Lockheed Martin Corp. (ticker: LMT)
Lockheed Martin is one of the best ways to gain exposure to the defense industry. That’s because it is a large enterprise with irreplaceable programs that span the military ecosystem. Lockheed Martin is also blessed with exceptionally long contracts and project life spans. Its F-35 fighter jet, which accounts for 30% of the company’s revenues, is scheduled to remain in service until 2070, for example. In a world where technology is shortening the life span of many products, Lockheed Martin enjoys a tremendously long horizon in which to keep generating sales and recurring service revenues. At a market capitalization of more than $100 billion, Lockheed Martin is a bellwether name in the industry, and its shares are up 17% year to date through June 23. Even so, the stock sells for just 16 times forward earnings, making it a strong value pick today.
Boeing Co. (BA)
Boeing is primarily a commercial aviation jet maker. And that’s why it has run into trouble in recent years after a number of crashes and investigations into the safety of several models of Boeing jets. However, the company has a sizable military business which has helped stabilize the rest of the company. Boeing’s defense wing primarily focuses on both crewed and unpiloted aircraft along with missiles. There should be significant opportunities for additional sales in the unpiloted aircraft segment along with missiles given the nature of the current conflict in Ukraine. For Boeing to recover, it ultimately needs to get its commercial jet business back on track. However, an upturn in military sales can help right the ship for the time being. Morningstar’s Burkett Huey pegs BA stock’s fair value at $239 per share, suggesting the shares, which closed at $133.97 on June 23, have nearly 80% upside.
AeroVironment Inc. (AVAV)
AeroVironment is perhaps the most correlated defense stock as it pertains to the current conflict in Ukraine.
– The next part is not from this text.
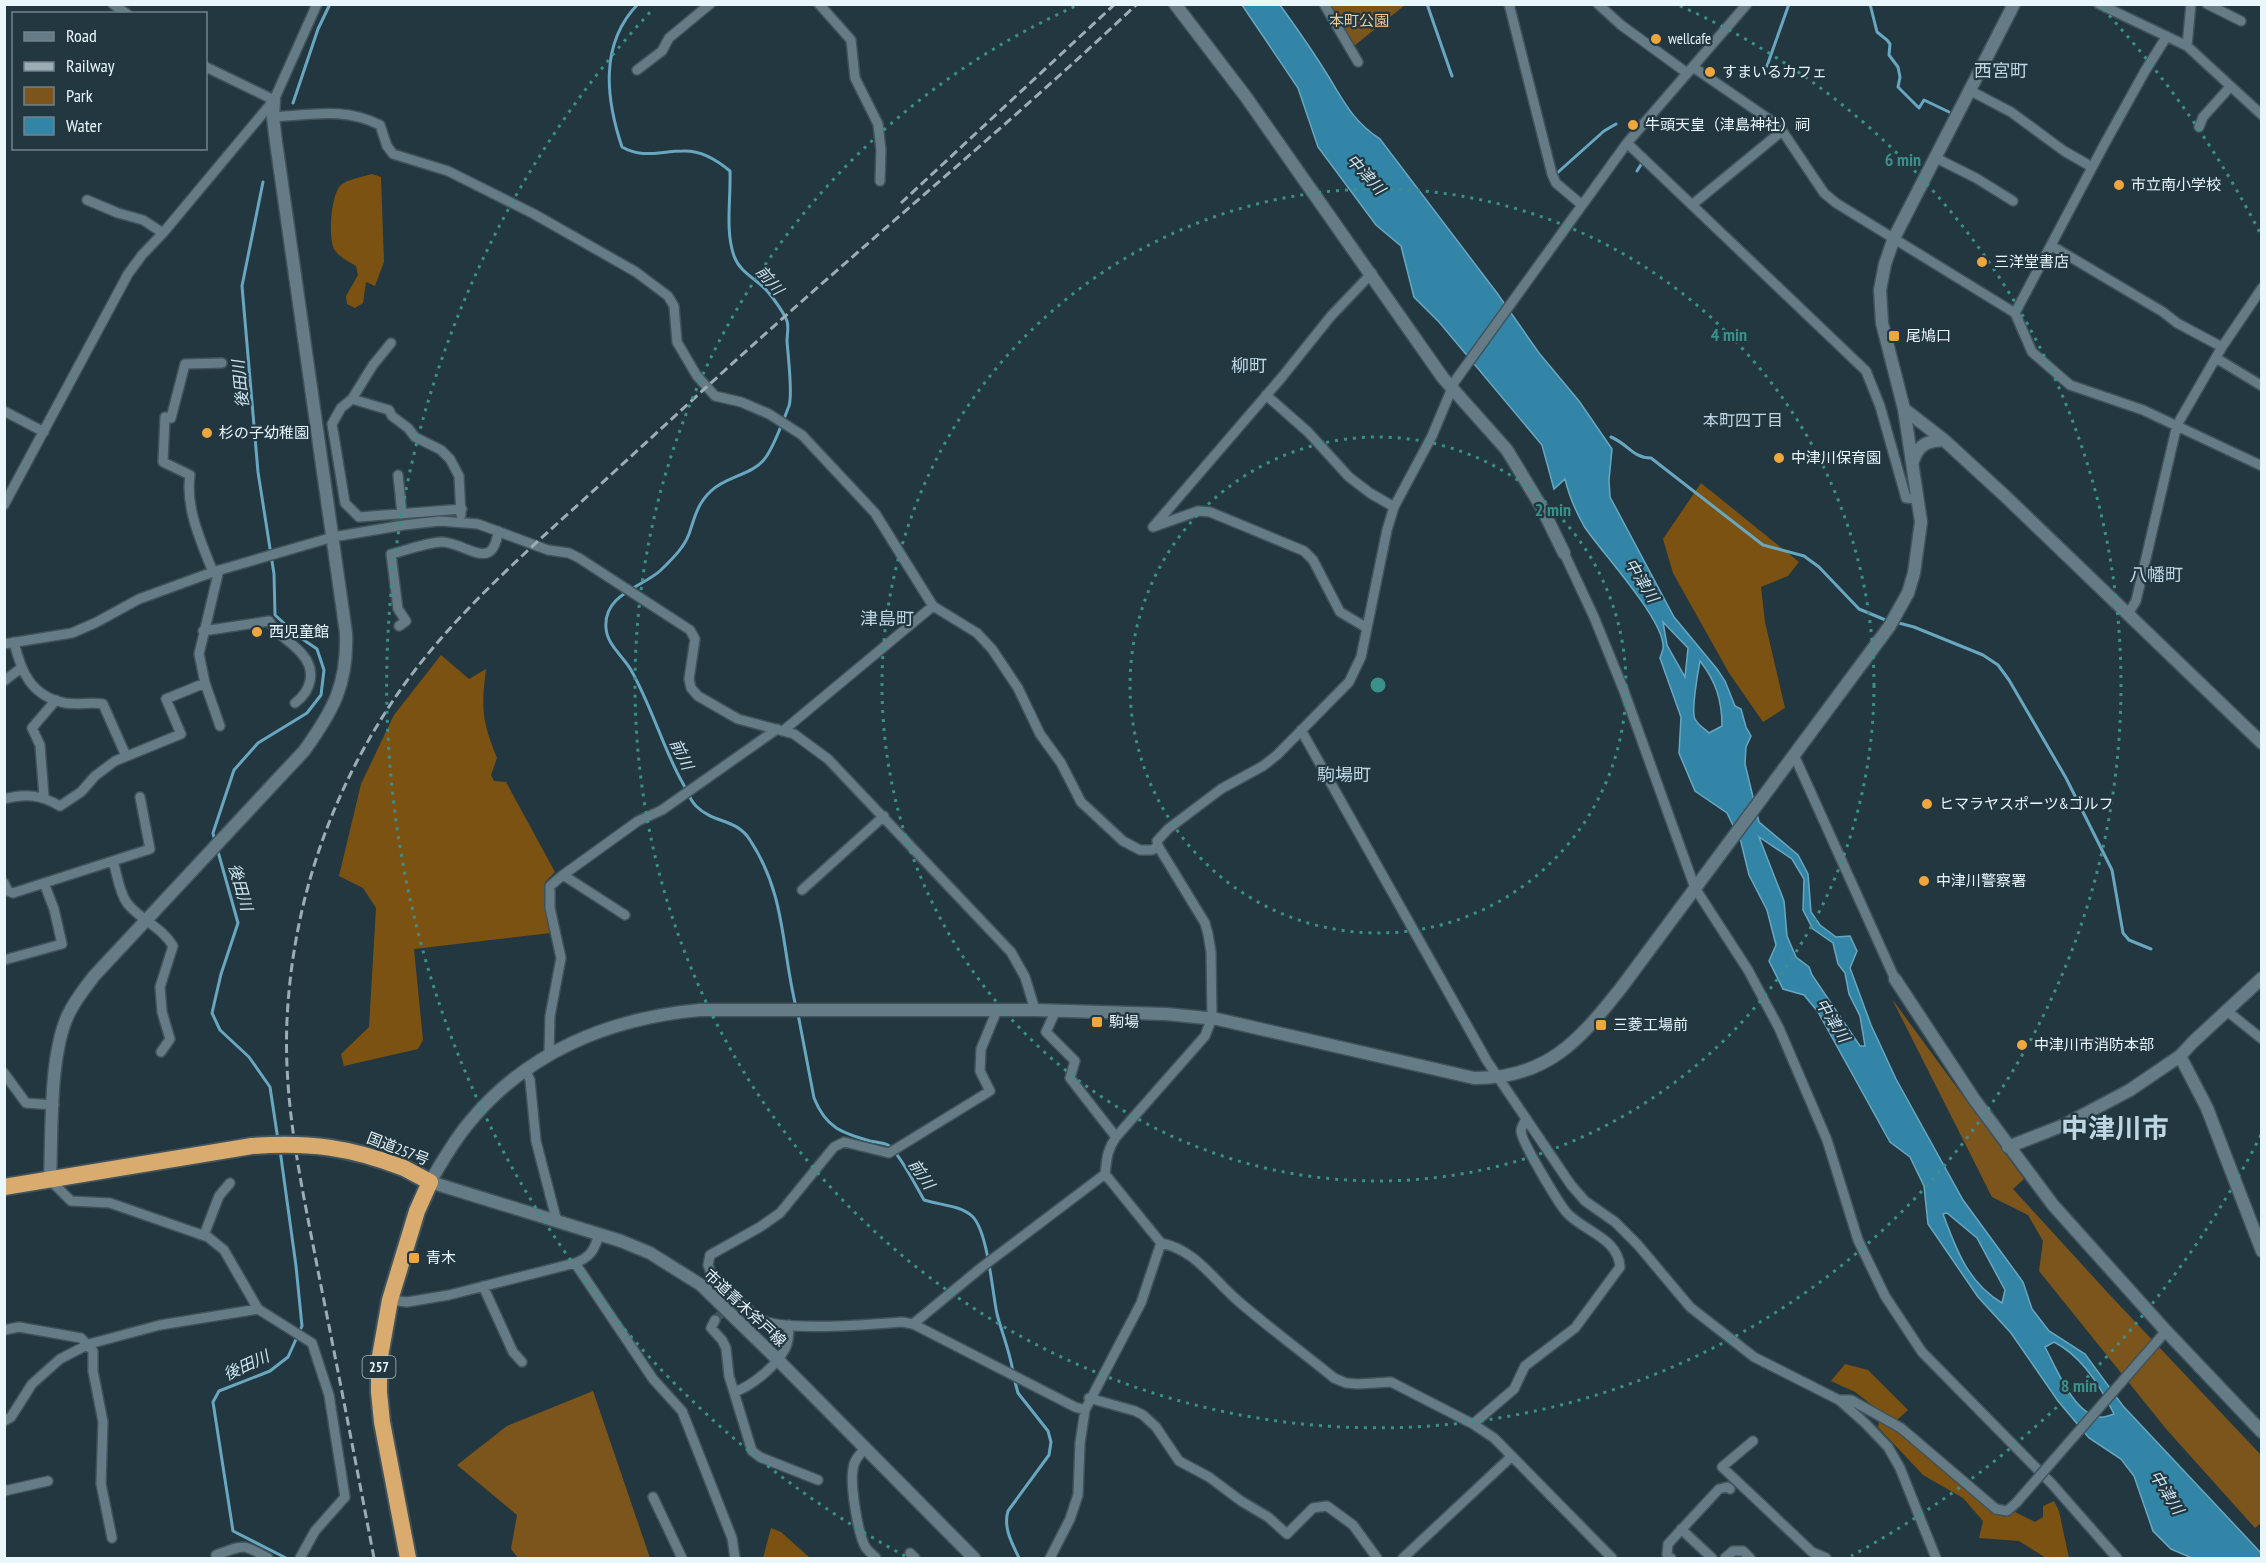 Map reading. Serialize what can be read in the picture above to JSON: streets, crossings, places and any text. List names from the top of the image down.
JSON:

That’s because the company makes the Switchblade system. Switchblade is an advanced direct-fire loitering missile system that in effect serves as a suicide drone. AeroVironment has long been a leader in unmanned aircraft systems and tactical missile systems. However, the war in Ukraine has highlighted the capabilities and utility of these devices like never before. Already, analysts estimate that AeroVironment has generated at least $50 million of additional revenues with sales to Ukraine, and that number could climb in coming months. AeroVironment generated $395 million of total revenues in fiscal 2021, so this is a sizable addition. The company continues to gain momentum in other areas as well, such as a new contract with the Marines for its Puma 3 battlefield drones.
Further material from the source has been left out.